Идя к остановке, Ксения считала учебные дни в месяце, переводила десять рублей в копейки и делила на двадцать, чтобы узнать, за сколько дней, не завтракая, она отложит всю сумму — обязательно отдать. Получалось два месяца — срок немалый, но она решила завтра же попросить Чибиса, чтобы он уговорил отца подождать.
Дома она запихнула книгу под тяжеленную стопку и легла спать, торопя завтрашнее утро, и, уже засыпая, представила пятьдесят серебристых монеток — целый мешочек. “В булочной поменяю — кассиры серебро любят... Инна, конечно, не отдаст...” Тут же приснилась сорока, сидящая за кассой: вынимая из ящичка крепким клювом, она пересчитывала серебряные двугривенные.
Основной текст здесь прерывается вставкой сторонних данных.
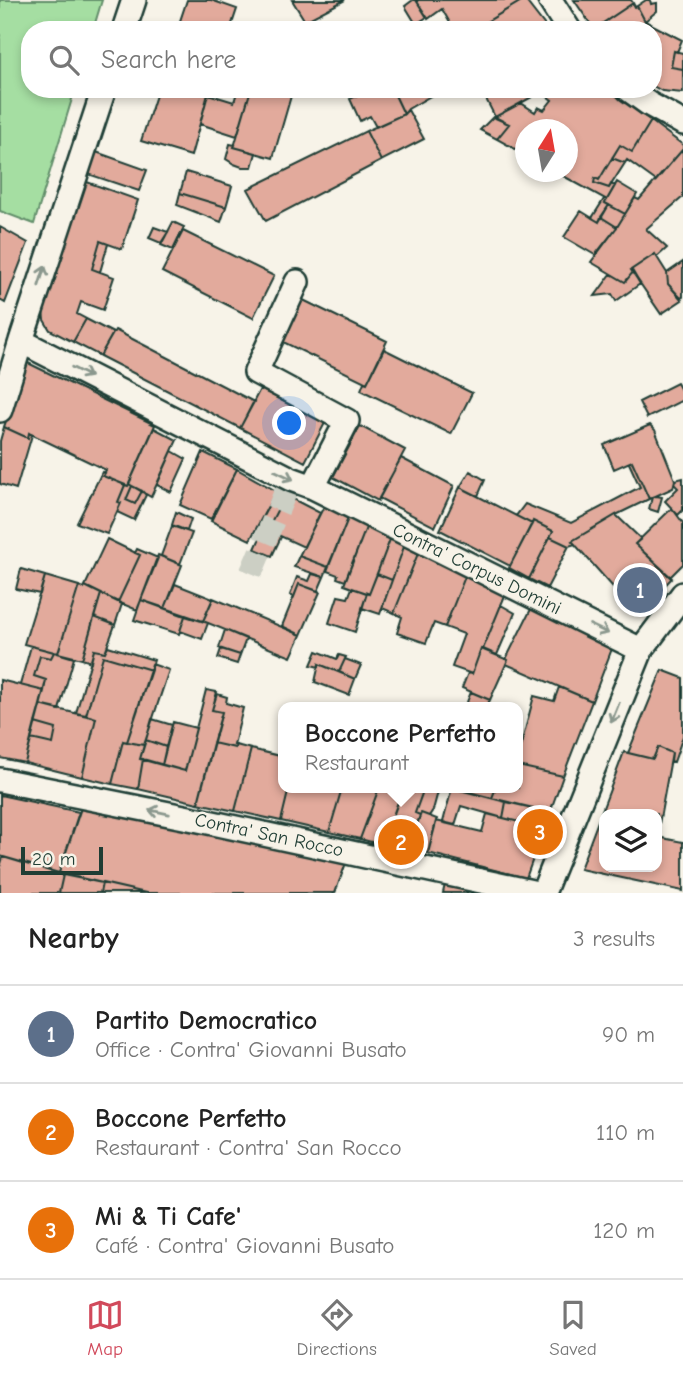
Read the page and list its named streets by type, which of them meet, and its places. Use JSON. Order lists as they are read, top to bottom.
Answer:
{
  "streets": {
    "street": ["Contra' Corpus Domini", "Contra' San Rocco"]
  },
  "one_way": ["Contra' Corpus Domini", "Contra' San Rocco"],
  "scale_bar": "20 m",
  "north": "top",
  "page": {
    "search": "Search here",
    "pins": ["1", "3", "2"],
    "popup": ["Boccone Perfetto", "Restaurant"],
    "scale": "20 m",
    "heading": ["Nearby", "3 results"],
    "list": [
      {
        "mark": "1",
        "name": "Partito Democratico",
        "note": "Office · Contra' Giovanni Busato",
        "value": "90 m"
      },
      {
        "mark": "2",
        "name": "Boccone Perfetto",
        "note": "Restaurant · Contra' San Rocco",
        "value": "110 m"
      },
      {
        "mark": "3",
        "name": "Mi & Ti Cafe'",
        "note": "Café · Contra' Giovanni Busato",
        "value": "120 m"
      }
    ],
    "nav": ["Map", "Directions", "Saved"]
  }
}
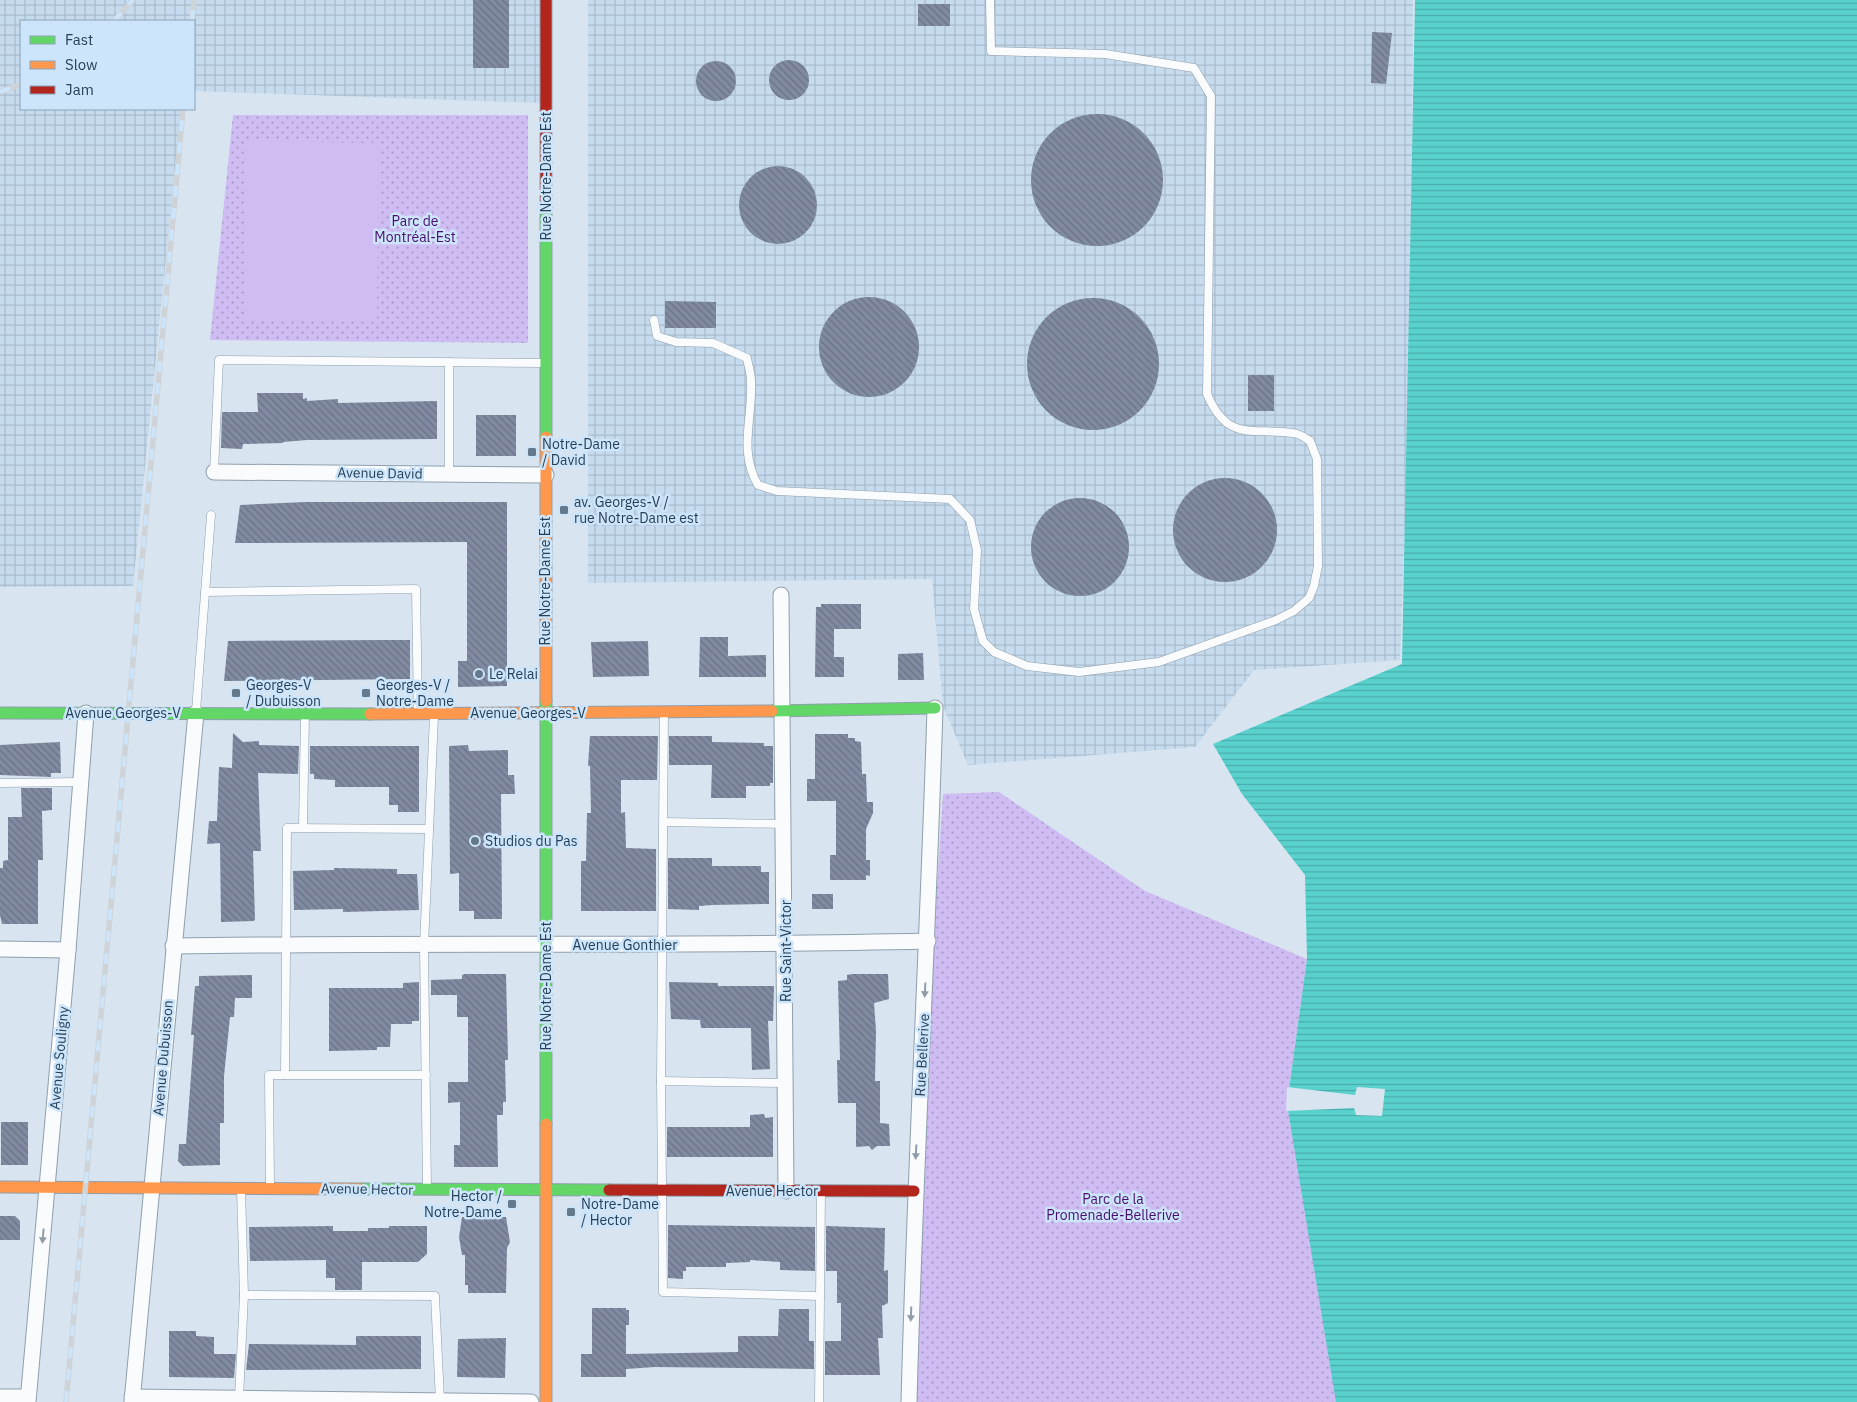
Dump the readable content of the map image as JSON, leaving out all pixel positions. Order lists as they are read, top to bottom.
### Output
{
  "streets": {
    "street": [
      "Rue Notre-Dame Est",
      "Avenue David",
      "Avenue Georges-V",
      "Avenue Gonthier",
      "Rue Saint-Victor",
      "Rue Bellerive",
      "Avenue Souligny",
      "Avenue Dubuisson",
      "Avenue Hector"
    ]
  },
  "crossings": [
    ["Rue Notre-Dame Est", "Avenue David"],
    ["Rue Notre-Dame Est", "Avenue Georges-V"],
    ["Rue Notre-Dame Est", "Avenue Gonthier"],
    ["Rue Notre-Dame Est", "Avenue Hector"],
    ["Avenue Georges-V", "Rue Saint-Victor"],
    ["Avenue Georges-V", "Rue Bellerive"],
    ["Avenue Georges-V", "Avenue Souligny"],
    ["Avenue Georges-V", "Avenue Dubuisson"],
    ["Avenue Gonthier", "Rue Saint-Victor"],
    ["Avenue Gonthier", "Rue Bellerive"],
    ["Avenue Gonthier", "Avenue Dubuisson"],
    ["Rue Saint-Victor", "Avenue Hector"],
    ["Rue Bellerive", "Avenue Hector"],
    ["Avenue Souligny", "Avenue Hector"],
    ["Avenue Dubuisson", "Avenue Hector"]
  ],
  "one_way": ["Rue Bellerive"],
  "parks": ["Parc de Montréal-Est", "Parc de la Promenade-Bellerive"],
  "places": {
    "transit": [
      "Notre-Dame / David",
      "av. Georges-V / rue Notre-Dame est",
      "Georges-V / Dubuisson",
      "Georges-V / Notre-Dame",
      "Hector / Notre-Dame",
      "Notre-Dame / Hector"
    ],
    "other": ["Le Relai", "Studios du Pas"]
  },
  "legend": ["Fast", "Slow", "Jam"]
}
Сквозь сон Ксения слышала голоса и тонкий звон пересыпаемых монет.
ТА-ТА-ТА, ШОЛОМ АЛЕЙХЕМ!
Руки поламывало с вечера. Просыпаясь в темноте, Ксения поводила глазами по голым стенам и снова проваливалась в сны, в которых приходила старая квартира. Как будто наяву она слышала чужие монотонные голоса, бормочущие в родительской комнате, и гадкий протяжный вой, глушащий радиопередачу. Под этот вой она засыпала на старой квартире, — отец включал приемник каждый вечер.
Затыкая ухо углом подушки, Ксения видела его руку, держащую движок настройки. “Та-та-та, Шолом Алейхем!” Поперечная планка дрожала под стеклом. Голоса стихли к ночи — побежденные.
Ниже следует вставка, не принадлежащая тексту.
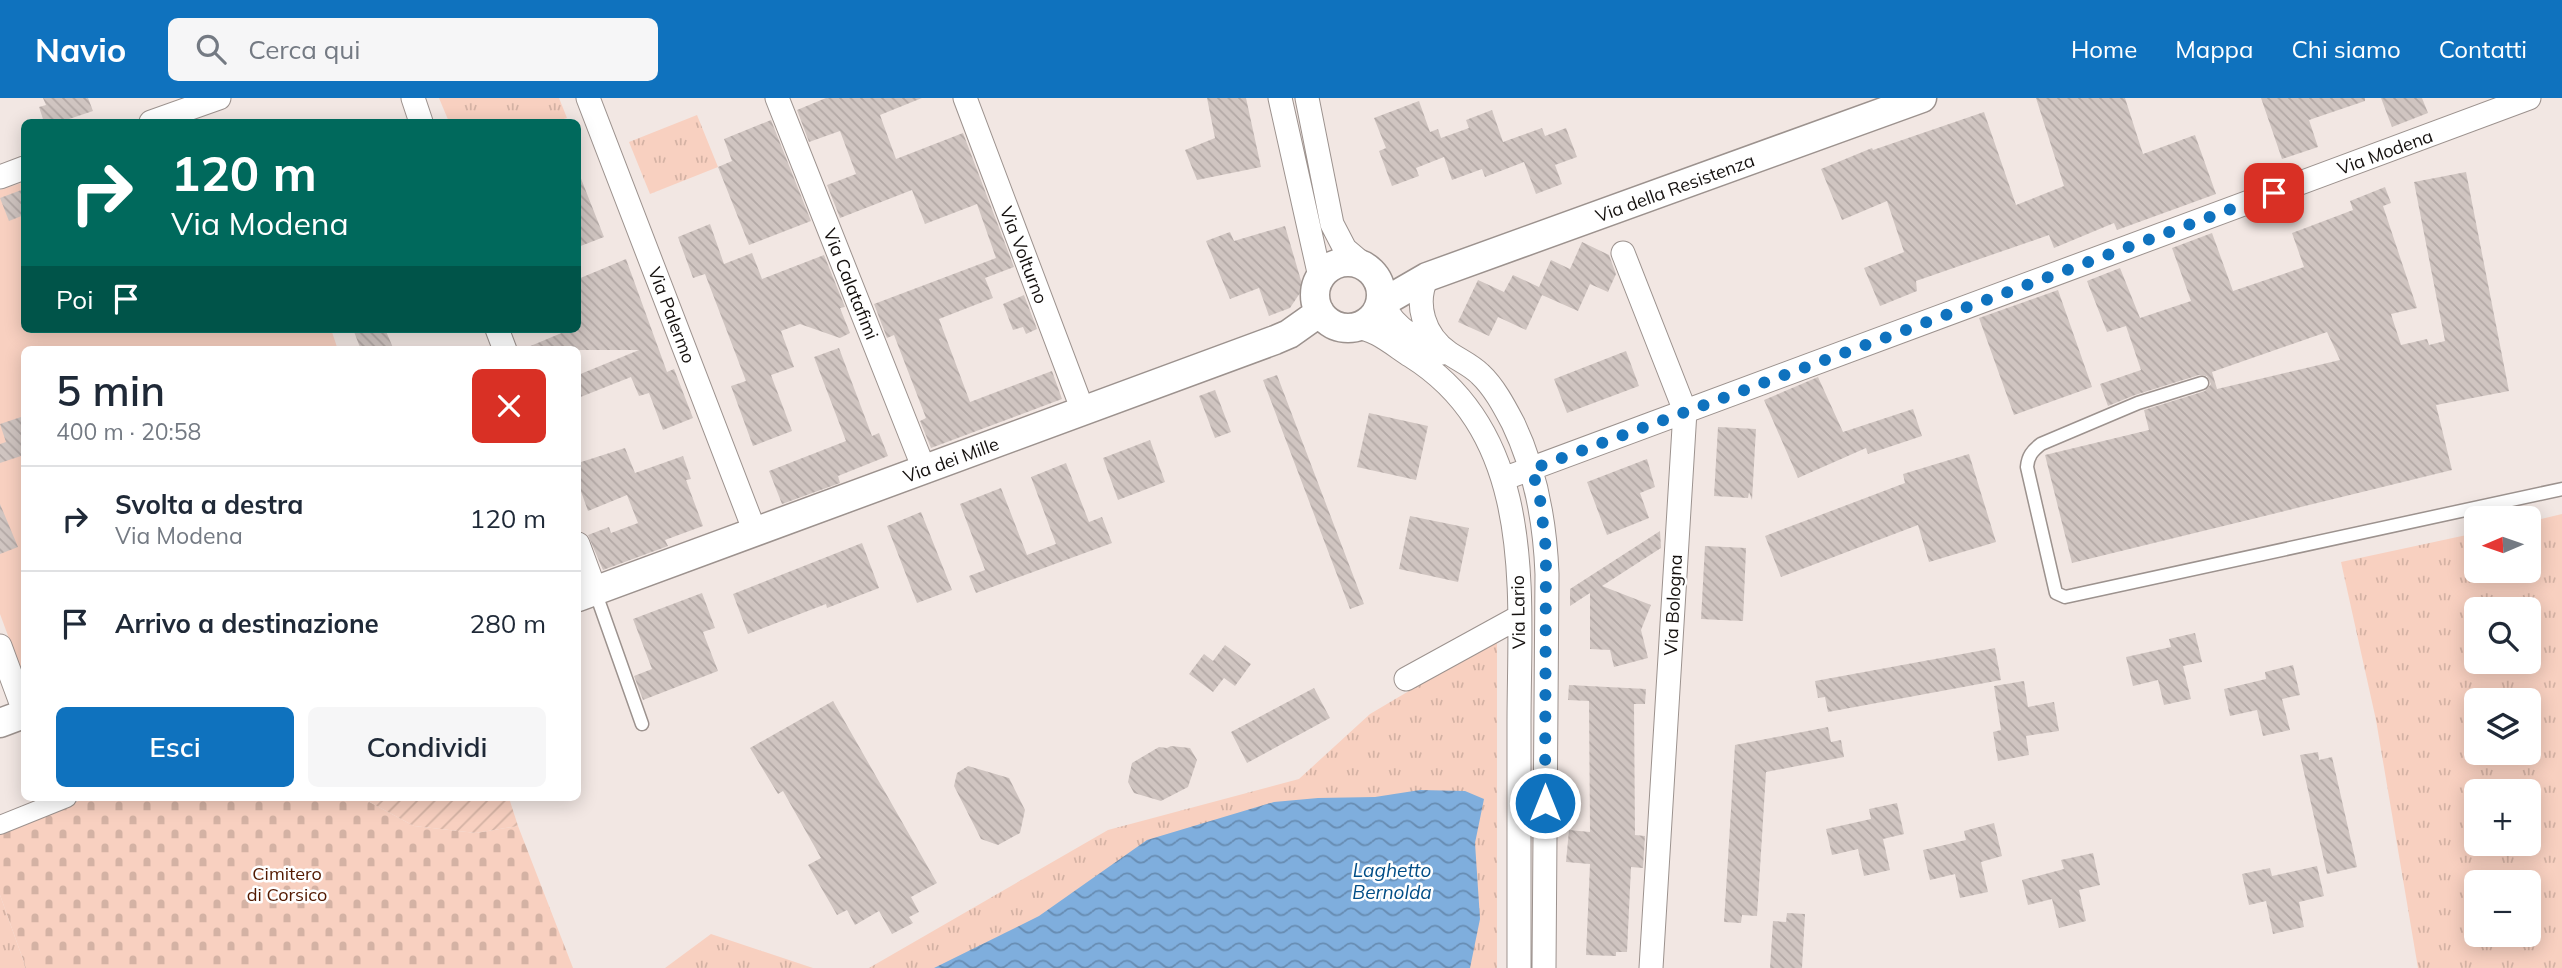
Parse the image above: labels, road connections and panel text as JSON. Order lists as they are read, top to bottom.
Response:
{
  "streets": {
    "street": [
      "Via Modena",
      "Via della Resistenza",
      "Via Volturno",
      "Via Calatafimi",
      "Via Palermo",
      "Via dei Mille",
      "Via Bologna",
      "Via Lario"
    ]
  },
  "crossings": [
    ["Via Modena", "Via Bologna"],
    ["Via Modena", "Via Lario"],
    ["Via della Resistenza", "Via dei Mille"],
    ["Via della Resistenza", "Via Lario"],
    ["Via Volturno", "Via dei Mille"],
    ["Via Calatafimi", "Via dei Mille"],
    ["Via Palermo", "Via dei Mille"],
    ["Via dei Mille", "Via Lario"]
  ],
  "water": ["Laghetto Bernolda"],
  "parks": ["Cimitero di Corsico"],
  "north": "left",
  "page": {
    "header": "Navio",
    "search": "Cerca qui",
    "nav": [
      "Home",
      "Mappa",
      "Chi siamo",
      "Contatti"
    ],
    "turn": ["120 m", "Via Modena"],
    "then": "Poi",
    "heading": ["5 min", "400 m · 20:58"],
    "list": [
      {
        "name": "Svolta a destra",
        "note": "Via Modena",
        "value": "120 m"
      },
      {
        "name": "Arrivo a destinazione",
        "value": "280 m"
      }
    ],
    "map_buttons": ["+", "−"],
    "buttons": ["Esci", "Condividi"]
  }
}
Наутро она проснулась больная. Подкрадывалось воспаление легких — его мертвую хватку Ксения знала. Болезнь осложнялась вчерашней историей. Мысли вращались вокруг нее, как тяжелые жернова. Она вспоминала чаепитие, закончившееся позорным бегством, и, хватаясь за соломинку, уговаривала себя, что во всем виновата Инна, но соломинка ломалась под пальцами: “И я, и я...” Жернова вертелись и вертелись, как будто взялись перемолоть муvку, и вчерашний прекрасный план превращался в труху. “Дома не отложить ни копейки. Надо соглашаться. В больнице — скорее”.
Мельница в голове завертелась быстрее, вынося наверх серые стены, койки в два ряда и хрип старухи, оставленной умирать в коридоре. Жар, готовясь вырваться наружу, ломал суставы, и хотелось кислого — капусты или холодного — воды. Колодезное ведро, брошенное в сруб, улетало вниз, гремя цепью. Раздался глубокий всплеск, и она потащила полное ведро наверх, с трудом вращая рукоятку: “...телефона нет, попросить родителей — придется рассказать... Нет. Нельзя”. Пустое ведро показалось над срубом.